Equity-based compensation, including stock options, restricted stock units (RSU), and other performance-based shares, is an increasingly common component of employee compensation. While these assets offer substantial value, they also represent one of the most intricate forms of marital property to divide during divorce proceedings. Often, spouses are unaware of these benefits, or they may not fully grasp how vesting schedules, tax implications, and employment contracts influence their equitable division. However, our experienced Monmouth County Division of Assets Attorneys can help you navigate these complex financial matters. Please continue reading as we explore what you should know about these matters.
What Qualifies as Marital Property When It Comes to Stock Options and RSUs?
Divorcing spouses often wonder if unvested or future stock awards are considered marital property. When it comes ot divorce in New Jersey, courts carefully examine stock-based compensation to determine whether it is considered “marital” or “separate” property. This determination hinges on several factors, including when the stock was granted, the reasons for its issuance, and its vesting schedule. Generally, if the benefits associated with the stock were earned during the marriage, they are typically classified as marital property, subject to division between the spouses. Conversely, if the stock was earned before the marriage began or after the couple separated, it may be considered separate property belonging solely to the individual spouse.

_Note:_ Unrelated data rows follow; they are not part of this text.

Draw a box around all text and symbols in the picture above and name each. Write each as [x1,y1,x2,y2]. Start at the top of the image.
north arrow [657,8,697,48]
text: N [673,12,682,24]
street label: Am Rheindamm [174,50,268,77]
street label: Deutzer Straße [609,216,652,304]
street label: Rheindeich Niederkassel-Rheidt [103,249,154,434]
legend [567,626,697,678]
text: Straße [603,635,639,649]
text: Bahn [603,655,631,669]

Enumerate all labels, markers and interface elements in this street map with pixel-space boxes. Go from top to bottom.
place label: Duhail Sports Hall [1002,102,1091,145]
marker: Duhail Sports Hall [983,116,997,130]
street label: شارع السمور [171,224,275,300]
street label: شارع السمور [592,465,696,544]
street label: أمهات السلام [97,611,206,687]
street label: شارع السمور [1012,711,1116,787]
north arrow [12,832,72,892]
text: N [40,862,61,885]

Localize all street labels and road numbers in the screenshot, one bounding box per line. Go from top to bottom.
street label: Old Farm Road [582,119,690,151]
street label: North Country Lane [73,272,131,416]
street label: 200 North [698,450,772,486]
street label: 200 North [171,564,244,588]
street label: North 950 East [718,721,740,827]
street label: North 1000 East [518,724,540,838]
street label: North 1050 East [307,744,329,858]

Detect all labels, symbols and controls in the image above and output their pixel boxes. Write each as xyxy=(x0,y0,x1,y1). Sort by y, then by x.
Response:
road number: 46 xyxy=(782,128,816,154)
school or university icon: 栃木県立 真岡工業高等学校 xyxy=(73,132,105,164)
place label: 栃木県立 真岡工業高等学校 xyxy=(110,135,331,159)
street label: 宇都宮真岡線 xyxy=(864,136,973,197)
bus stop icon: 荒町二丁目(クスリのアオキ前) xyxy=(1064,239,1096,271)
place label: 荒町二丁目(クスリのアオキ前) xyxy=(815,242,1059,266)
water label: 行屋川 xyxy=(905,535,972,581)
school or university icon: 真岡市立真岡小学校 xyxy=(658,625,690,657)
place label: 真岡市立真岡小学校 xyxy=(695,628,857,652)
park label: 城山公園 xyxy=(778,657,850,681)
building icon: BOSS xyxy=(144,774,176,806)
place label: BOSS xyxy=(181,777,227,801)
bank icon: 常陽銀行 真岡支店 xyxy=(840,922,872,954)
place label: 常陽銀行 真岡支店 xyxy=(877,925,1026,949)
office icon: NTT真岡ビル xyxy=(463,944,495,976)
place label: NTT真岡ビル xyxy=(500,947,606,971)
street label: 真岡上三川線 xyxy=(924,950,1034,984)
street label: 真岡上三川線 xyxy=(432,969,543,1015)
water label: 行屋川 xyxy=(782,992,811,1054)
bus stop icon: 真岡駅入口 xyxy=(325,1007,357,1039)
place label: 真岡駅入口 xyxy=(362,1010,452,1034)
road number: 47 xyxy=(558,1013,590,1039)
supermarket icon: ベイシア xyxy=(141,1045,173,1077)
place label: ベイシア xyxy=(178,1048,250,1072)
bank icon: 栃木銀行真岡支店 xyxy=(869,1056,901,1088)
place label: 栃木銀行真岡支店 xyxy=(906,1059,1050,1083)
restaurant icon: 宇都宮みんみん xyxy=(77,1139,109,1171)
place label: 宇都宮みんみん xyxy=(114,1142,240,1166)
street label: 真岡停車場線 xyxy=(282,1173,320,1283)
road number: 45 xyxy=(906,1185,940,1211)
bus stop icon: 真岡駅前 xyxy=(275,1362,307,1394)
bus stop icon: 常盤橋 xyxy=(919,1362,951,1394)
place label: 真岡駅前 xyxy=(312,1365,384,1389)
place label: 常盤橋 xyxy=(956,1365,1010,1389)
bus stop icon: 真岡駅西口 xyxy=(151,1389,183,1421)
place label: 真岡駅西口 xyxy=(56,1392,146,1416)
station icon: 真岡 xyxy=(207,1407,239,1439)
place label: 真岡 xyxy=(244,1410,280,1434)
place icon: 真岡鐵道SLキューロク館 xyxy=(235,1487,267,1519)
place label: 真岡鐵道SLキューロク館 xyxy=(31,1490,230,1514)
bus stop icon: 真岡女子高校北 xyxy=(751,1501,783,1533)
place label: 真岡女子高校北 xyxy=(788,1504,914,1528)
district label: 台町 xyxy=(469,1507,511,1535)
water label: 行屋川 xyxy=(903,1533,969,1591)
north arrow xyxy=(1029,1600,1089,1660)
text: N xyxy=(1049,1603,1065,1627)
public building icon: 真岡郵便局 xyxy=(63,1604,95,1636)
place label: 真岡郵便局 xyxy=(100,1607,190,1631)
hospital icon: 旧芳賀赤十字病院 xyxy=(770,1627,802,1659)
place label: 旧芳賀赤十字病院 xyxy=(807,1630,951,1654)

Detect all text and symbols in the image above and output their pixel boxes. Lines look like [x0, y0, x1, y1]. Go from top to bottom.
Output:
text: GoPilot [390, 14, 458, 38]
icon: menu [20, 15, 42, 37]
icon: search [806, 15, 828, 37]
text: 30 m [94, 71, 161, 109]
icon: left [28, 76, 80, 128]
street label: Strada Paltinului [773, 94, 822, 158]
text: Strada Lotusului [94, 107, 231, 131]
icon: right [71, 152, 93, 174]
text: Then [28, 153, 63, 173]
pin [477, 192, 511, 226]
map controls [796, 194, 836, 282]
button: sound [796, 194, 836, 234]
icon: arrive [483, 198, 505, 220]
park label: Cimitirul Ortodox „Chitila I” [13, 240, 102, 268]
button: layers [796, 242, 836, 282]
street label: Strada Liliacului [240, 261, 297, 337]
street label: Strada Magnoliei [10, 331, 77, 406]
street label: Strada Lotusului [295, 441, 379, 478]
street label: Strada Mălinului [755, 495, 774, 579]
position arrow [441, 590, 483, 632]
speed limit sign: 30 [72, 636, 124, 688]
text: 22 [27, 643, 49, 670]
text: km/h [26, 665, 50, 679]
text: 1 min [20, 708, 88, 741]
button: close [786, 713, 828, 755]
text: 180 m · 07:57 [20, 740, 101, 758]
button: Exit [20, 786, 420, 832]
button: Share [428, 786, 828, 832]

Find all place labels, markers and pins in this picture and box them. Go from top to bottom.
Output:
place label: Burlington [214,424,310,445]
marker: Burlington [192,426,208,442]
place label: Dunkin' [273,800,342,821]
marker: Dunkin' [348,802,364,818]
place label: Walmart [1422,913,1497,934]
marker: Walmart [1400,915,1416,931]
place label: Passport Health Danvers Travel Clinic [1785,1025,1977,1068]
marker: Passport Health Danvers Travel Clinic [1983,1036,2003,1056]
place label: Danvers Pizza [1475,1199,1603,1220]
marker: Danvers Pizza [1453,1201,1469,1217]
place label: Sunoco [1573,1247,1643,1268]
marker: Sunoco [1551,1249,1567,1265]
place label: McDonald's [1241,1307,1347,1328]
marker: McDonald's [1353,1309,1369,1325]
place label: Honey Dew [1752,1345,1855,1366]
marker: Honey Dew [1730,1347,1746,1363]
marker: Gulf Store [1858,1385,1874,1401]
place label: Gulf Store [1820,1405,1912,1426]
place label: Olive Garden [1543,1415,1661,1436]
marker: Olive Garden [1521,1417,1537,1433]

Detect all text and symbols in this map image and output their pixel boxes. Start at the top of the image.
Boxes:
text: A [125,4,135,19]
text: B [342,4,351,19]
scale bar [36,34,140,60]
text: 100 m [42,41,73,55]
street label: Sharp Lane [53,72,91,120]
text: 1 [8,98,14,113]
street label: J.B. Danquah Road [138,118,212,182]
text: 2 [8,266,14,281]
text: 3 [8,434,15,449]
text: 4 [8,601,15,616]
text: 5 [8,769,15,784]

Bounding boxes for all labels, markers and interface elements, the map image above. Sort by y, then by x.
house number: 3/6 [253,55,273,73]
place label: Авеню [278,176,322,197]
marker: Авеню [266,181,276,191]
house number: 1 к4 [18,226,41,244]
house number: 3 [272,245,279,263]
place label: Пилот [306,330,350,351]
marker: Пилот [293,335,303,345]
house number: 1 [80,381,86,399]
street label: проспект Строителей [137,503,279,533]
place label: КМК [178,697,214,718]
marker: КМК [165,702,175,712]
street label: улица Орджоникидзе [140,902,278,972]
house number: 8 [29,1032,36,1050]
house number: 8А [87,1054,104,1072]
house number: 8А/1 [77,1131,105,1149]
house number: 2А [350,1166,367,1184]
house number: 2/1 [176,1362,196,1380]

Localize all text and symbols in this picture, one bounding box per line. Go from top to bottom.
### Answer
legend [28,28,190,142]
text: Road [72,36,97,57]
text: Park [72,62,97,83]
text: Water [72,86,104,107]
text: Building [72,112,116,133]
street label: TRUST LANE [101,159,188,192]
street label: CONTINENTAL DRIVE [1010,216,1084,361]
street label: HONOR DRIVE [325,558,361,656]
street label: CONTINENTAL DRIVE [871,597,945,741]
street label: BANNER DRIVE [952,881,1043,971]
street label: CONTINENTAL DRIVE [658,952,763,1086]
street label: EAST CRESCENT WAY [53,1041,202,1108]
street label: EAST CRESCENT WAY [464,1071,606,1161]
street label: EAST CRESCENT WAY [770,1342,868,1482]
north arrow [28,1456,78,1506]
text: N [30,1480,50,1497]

A crucial distinction in the legal assessment of stock awards is the difference between the grant date and the vesting date. A stock grant that occurs during the marriage normally triggers its classification as marital property, even if the actual shares do not vest until a later date. New Jersey courts will meticulously review vesting schedules and any associated employment conditions to ascertain what portion of the award should be allocated to each spouse. This usually involves a detailed analysis of the period during which the stock was earned in realtion ot the marriage.
The distinction between vested and unvested equity also plays a significant role in the division process. Vested shares are often easy to divide, as the employee has full ownership and control. However, unvested awards present a more complex challenge, necessitating the use of specific formulas or future division agreements to determine each spouse’s share. In many cases, courts may even opt to delay the actual distribution of these awards until the shares officially vest, ensuring fair and equitable distribution when the overniship becomes solidified.
What Are the Potential Methods of Division?
Once the marital portion of stock awards is established, assets can typically be divided in three ways:
- Offset with Other Assets (Buyout): The employee spouse retains the entirety of the stock award and remunerates the non-employee spouse with other marital assets of equivalent value.
- Deferred Distribution: The non-employee spouse receives their allocated share of the stock as it vests or is exercised in the future.
- Immediate Sale or Exercise and Split: If the options have already vested and the plan allows, the stock may be promptly exercised or sold, with the after-tax proceeds being divided between the spouses.